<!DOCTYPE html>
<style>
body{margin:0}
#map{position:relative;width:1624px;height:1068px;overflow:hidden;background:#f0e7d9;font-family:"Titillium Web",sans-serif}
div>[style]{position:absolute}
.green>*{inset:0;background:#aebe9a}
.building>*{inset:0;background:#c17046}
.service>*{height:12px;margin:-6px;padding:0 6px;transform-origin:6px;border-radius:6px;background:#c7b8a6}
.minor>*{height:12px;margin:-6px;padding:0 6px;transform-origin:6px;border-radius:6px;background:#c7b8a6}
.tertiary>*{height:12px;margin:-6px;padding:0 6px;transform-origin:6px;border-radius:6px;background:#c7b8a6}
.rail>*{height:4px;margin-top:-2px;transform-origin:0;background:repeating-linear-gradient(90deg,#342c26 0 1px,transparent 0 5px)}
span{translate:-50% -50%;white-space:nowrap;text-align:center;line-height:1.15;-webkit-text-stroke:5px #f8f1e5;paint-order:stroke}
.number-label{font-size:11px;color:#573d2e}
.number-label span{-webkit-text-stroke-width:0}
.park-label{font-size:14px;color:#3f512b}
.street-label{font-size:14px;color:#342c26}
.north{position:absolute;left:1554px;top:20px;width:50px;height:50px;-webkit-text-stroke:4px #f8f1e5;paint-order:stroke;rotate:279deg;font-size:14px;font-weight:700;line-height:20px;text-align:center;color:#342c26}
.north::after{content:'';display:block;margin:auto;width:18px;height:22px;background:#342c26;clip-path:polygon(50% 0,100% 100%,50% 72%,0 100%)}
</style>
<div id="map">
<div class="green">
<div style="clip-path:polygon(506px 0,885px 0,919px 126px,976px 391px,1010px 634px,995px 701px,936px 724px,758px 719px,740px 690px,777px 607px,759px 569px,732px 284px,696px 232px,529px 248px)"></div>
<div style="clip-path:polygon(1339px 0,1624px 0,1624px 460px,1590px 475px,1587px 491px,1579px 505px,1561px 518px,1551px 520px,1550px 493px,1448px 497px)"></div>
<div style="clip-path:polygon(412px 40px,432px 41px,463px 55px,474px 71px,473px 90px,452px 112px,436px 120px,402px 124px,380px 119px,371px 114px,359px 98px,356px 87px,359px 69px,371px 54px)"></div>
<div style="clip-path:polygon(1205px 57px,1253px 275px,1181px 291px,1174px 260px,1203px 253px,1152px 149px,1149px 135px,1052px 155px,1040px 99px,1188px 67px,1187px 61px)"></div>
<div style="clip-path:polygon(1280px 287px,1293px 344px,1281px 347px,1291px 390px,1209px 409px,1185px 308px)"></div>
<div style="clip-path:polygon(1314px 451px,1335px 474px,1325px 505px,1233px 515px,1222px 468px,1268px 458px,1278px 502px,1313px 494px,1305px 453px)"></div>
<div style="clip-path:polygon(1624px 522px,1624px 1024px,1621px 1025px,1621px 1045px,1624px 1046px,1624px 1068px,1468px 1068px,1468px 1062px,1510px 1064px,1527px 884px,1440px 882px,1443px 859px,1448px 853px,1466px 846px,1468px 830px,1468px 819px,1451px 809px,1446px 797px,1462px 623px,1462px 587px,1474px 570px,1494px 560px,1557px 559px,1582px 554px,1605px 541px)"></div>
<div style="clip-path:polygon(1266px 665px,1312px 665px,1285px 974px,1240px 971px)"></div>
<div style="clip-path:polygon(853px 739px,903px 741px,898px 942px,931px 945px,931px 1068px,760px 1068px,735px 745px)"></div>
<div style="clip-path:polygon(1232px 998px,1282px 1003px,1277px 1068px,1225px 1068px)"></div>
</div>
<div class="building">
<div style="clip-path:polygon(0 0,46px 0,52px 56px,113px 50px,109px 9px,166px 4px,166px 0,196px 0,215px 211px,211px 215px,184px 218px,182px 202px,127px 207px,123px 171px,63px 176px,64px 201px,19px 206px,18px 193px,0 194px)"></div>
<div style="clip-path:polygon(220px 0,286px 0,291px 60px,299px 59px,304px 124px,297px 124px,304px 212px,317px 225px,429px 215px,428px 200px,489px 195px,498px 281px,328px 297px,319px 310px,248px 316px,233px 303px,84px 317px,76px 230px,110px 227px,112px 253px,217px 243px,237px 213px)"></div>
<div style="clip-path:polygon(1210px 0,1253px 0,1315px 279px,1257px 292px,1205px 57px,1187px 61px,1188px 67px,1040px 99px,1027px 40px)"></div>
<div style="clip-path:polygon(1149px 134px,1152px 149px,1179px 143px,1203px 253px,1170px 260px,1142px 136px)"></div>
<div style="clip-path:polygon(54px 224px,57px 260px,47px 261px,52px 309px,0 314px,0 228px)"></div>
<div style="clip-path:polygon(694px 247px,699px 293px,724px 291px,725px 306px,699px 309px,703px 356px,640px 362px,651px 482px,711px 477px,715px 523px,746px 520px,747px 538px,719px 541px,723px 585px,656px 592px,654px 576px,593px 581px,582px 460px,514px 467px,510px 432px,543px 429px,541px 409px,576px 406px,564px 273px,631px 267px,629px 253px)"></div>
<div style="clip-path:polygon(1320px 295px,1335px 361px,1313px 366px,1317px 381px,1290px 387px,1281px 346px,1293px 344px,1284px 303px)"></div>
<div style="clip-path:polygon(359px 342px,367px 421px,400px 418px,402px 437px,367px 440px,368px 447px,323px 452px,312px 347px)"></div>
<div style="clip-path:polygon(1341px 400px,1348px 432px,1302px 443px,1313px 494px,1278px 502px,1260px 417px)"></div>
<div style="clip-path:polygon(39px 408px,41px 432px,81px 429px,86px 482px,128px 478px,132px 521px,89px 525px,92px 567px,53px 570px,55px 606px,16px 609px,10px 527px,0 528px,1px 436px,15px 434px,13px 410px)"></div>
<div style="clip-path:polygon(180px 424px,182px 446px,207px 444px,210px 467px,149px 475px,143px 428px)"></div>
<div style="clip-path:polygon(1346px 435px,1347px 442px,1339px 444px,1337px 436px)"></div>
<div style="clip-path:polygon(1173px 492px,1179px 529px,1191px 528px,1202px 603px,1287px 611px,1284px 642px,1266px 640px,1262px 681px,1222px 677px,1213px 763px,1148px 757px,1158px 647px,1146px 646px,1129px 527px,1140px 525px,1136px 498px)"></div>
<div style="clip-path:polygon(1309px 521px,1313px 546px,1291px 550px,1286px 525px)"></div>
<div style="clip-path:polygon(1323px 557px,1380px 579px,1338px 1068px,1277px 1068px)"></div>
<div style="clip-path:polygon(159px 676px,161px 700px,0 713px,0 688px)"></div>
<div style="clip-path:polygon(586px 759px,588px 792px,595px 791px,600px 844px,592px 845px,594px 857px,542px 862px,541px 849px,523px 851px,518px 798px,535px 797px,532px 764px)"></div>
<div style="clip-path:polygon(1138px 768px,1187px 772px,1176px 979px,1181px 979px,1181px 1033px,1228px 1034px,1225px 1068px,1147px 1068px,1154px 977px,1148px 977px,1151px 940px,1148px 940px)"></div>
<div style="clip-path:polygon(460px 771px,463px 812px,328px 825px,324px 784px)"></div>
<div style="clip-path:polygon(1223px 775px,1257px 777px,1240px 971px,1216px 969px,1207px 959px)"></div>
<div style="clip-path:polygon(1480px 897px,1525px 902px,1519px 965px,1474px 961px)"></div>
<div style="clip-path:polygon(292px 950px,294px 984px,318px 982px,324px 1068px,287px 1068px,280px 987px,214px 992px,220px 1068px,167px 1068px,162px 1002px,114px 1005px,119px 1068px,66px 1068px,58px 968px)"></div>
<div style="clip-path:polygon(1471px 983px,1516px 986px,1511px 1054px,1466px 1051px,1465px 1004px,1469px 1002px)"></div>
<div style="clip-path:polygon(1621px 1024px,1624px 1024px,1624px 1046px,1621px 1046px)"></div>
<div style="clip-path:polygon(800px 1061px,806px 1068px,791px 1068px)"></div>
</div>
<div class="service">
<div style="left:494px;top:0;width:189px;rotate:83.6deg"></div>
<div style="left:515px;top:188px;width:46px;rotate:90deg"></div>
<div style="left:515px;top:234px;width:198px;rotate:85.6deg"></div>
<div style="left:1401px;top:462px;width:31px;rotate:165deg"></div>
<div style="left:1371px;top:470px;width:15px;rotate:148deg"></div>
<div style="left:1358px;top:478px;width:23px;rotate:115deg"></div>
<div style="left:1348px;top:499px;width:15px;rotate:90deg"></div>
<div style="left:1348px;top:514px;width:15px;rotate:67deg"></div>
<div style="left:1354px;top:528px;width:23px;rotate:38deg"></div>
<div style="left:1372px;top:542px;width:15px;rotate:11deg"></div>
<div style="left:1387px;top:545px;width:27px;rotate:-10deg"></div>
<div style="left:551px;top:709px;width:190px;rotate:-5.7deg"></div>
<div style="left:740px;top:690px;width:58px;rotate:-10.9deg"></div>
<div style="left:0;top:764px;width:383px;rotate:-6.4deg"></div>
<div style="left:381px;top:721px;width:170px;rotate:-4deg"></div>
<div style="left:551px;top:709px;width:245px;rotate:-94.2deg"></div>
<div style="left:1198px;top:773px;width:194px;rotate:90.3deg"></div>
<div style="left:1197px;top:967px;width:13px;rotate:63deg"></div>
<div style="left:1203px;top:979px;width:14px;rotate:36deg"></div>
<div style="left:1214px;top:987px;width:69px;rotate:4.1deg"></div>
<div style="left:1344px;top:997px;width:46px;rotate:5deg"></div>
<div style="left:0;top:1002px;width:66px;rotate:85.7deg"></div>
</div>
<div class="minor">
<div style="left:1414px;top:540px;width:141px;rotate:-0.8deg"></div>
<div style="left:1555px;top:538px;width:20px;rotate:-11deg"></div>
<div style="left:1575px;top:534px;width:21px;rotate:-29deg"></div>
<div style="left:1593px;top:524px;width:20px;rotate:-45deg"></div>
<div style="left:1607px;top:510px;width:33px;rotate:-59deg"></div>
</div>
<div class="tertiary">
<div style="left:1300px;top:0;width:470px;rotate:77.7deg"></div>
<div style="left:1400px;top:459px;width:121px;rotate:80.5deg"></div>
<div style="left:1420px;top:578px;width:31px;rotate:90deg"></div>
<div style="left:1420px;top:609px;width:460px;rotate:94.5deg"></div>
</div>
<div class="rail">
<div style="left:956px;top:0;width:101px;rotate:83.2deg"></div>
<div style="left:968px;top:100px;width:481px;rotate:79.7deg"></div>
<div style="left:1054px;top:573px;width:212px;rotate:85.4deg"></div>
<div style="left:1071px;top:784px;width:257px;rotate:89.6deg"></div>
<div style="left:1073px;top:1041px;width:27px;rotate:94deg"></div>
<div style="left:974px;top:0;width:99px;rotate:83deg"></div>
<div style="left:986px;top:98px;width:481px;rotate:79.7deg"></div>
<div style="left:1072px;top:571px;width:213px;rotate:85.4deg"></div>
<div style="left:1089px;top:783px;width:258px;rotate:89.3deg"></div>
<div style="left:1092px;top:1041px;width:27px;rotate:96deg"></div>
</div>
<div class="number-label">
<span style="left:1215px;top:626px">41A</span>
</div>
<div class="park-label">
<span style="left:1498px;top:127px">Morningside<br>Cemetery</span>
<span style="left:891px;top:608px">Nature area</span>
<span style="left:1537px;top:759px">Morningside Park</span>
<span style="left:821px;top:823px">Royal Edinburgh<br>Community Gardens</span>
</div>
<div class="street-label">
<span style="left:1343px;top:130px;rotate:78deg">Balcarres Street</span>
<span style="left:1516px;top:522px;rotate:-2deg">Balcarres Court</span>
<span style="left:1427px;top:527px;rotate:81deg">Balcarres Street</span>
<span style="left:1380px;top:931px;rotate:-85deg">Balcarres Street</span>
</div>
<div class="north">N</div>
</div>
- - -
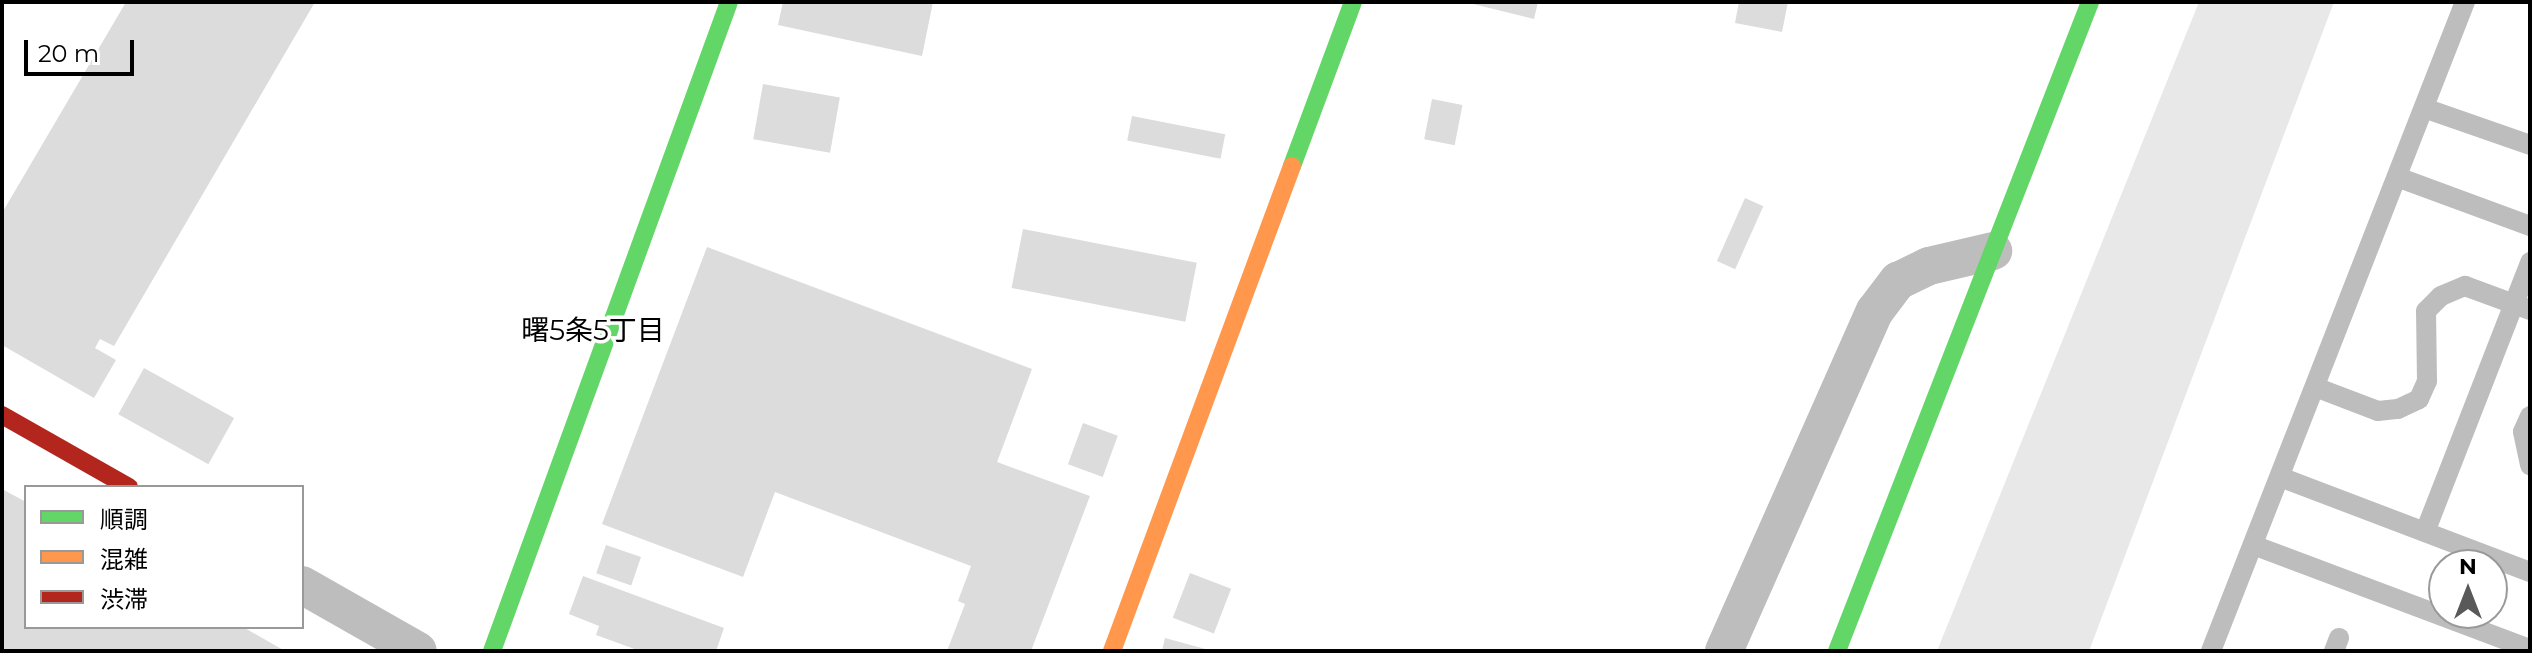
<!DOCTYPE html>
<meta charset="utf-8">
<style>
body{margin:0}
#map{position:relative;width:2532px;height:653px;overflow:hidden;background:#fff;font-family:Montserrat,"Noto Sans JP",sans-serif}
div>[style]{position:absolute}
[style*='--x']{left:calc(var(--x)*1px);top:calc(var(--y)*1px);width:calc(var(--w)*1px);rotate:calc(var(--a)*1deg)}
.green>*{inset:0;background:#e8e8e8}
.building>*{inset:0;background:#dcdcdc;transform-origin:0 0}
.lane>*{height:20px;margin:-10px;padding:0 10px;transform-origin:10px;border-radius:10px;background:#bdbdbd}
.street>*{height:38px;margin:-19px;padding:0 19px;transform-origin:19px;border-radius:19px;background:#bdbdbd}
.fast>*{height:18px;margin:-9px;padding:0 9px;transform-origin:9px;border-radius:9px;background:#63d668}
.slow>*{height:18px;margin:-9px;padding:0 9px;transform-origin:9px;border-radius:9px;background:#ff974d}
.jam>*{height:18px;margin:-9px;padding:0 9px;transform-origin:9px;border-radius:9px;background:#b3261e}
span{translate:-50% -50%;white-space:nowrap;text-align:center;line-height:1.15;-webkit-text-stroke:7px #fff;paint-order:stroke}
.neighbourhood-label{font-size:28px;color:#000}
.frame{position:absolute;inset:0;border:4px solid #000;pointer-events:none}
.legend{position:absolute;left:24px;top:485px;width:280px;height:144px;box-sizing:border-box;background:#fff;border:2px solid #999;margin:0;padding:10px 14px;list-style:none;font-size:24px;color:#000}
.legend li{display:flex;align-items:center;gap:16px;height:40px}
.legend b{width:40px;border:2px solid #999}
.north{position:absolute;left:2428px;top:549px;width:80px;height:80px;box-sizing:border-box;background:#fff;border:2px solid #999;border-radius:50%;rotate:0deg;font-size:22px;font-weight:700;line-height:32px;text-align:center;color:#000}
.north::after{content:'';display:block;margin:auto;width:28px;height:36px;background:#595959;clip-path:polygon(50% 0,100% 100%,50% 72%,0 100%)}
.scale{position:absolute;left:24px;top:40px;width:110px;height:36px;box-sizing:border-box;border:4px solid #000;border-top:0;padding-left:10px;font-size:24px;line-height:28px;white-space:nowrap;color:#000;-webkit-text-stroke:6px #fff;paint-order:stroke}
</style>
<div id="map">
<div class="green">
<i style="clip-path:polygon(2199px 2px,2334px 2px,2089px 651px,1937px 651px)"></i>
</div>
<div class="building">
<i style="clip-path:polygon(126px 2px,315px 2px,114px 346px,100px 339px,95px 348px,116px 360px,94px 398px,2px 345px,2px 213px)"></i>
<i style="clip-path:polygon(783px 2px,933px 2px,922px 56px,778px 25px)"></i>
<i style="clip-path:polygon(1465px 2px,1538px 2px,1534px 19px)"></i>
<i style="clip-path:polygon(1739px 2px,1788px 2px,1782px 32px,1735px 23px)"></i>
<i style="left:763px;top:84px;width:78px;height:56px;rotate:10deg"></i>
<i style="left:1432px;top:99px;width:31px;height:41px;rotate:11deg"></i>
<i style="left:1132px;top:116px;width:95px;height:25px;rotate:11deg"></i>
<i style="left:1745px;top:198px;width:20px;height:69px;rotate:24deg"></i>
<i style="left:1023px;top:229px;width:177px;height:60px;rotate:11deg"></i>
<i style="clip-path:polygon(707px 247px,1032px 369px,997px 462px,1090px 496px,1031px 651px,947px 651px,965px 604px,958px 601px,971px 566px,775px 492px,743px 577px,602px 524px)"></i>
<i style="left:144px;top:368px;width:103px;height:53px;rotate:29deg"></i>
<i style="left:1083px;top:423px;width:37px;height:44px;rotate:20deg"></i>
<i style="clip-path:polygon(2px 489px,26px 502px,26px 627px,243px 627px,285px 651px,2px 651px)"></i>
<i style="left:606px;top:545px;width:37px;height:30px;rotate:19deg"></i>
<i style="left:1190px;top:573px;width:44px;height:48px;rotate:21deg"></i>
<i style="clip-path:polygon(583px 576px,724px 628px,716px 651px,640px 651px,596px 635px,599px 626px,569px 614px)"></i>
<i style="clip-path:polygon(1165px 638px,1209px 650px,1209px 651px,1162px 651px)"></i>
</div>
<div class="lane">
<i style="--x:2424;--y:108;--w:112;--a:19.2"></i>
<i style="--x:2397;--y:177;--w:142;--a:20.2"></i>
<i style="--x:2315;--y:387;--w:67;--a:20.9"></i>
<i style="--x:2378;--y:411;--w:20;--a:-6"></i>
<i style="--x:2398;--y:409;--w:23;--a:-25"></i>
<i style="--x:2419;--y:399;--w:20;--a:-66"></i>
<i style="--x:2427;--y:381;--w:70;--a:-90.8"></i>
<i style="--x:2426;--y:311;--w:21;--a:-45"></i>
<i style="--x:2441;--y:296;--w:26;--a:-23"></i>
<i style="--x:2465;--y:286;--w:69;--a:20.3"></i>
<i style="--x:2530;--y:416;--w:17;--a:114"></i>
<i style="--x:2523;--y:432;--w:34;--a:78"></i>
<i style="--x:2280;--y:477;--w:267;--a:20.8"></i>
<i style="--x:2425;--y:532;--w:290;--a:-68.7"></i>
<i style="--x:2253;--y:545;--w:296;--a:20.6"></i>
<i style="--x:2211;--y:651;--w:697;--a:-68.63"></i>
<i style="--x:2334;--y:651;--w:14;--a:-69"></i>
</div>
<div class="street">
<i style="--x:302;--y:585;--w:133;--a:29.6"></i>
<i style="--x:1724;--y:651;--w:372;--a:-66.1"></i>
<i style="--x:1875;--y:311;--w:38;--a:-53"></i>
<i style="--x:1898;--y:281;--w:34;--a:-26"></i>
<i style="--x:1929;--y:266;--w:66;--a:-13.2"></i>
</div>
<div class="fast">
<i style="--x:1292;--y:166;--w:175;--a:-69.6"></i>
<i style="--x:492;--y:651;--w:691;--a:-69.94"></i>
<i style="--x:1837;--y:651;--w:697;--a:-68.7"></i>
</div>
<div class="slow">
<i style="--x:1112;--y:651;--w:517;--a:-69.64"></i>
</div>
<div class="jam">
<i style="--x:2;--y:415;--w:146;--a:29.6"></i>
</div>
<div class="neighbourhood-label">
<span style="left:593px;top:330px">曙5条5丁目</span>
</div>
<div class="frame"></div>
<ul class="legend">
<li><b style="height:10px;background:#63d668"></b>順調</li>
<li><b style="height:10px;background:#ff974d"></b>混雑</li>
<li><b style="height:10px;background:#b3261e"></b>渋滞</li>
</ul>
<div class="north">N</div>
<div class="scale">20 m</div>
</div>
- - -
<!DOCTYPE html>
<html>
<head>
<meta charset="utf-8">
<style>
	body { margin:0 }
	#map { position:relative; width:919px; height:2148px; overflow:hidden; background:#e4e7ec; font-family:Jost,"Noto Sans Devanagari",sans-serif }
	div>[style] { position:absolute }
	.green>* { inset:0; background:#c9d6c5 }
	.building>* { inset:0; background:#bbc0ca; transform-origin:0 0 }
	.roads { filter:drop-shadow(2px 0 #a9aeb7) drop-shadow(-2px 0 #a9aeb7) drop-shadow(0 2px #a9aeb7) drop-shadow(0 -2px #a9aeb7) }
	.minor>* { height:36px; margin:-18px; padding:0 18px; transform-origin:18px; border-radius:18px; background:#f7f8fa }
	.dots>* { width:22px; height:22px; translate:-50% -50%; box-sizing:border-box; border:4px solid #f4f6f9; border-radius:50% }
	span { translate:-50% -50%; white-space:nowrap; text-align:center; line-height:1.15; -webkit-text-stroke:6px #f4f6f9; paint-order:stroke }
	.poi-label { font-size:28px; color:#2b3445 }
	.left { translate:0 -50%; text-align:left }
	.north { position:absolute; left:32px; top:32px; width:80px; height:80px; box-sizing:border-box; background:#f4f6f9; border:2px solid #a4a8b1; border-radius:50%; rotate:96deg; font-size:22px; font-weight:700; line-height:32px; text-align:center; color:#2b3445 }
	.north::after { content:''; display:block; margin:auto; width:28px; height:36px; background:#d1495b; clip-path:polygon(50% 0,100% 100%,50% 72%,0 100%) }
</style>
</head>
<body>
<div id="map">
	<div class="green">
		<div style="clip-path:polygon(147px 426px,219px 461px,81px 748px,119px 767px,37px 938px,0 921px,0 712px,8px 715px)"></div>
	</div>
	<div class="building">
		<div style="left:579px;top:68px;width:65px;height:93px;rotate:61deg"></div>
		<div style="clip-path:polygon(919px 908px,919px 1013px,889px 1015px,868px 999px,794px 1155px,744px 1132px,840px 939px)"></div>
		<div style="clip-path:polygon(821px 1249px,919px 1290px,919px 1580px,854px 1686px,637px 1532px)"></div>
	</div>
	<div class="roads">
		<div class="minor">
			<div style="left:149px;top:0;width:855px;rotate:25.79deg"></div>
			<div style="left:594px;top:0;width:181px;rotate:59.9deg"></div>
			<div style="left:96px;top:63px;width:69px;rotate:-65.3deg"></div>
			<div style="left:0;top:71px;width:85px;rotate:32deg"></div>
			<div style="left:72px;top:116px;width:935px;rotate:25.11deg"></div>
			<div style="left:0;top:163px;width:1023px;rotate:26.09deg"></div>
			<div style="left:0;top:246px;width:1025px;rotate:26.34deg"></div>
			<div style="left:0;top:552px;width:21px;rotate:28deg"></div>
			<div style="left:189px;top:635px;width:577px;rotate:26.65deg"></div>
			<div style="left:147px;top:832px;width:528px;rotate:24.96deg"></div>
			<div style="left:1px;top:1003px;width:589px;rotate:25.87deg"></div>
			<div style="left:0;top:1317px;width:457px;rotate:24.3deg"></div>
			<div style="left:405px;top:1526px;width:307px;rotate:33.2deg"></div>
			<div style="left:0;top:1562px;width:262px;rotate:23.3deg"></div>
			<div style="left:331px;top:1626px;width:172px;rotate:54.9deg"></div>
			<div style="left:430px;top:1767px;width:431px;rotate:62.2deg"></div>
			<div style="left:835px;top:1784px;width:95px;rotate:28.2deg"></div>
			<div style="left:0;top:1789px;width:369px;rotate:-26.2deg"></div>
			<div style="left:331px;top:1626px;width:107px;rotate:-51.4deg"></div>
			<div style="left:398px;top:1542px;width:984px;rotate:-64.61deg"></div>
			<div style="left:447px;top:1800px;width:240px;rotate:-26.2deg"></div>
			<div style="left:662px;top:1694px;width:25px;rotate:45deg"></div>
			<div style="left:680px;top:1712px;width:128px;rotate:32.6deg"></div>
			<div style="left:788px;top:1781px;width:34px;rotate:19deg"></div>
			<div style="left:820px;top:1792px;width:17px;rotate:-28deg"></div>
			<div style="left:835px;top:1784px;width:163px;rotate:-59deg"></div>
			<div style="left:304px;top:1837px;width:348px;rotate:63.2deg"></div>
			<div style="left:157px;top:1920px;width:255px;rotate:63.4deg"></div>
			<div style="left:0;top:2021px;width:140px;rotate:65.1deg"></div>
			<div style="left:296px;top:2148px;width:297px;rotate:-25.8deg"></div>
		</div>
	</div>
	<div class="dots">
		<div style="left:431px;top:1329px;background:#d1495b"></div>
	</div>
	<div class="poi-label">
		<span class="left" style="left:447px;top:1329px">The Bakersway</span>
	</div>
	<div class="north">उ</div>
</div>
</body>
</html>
- - -
### Your objective
Locate the word "Noto" in the data above. Copy every line carrying it.

### Result of the task
#map{position:relative;width:2532px;height:653px;overflow:hidden;background:#fff;font-family:Montserrat,"Noto Sans JP",sans-serif}
	#map { position:relative; width:919px; height:2148px; overflow:hidden; background:#e4e7ec; font-family:Jost,"Noto Sans Devanagari",sans-serif }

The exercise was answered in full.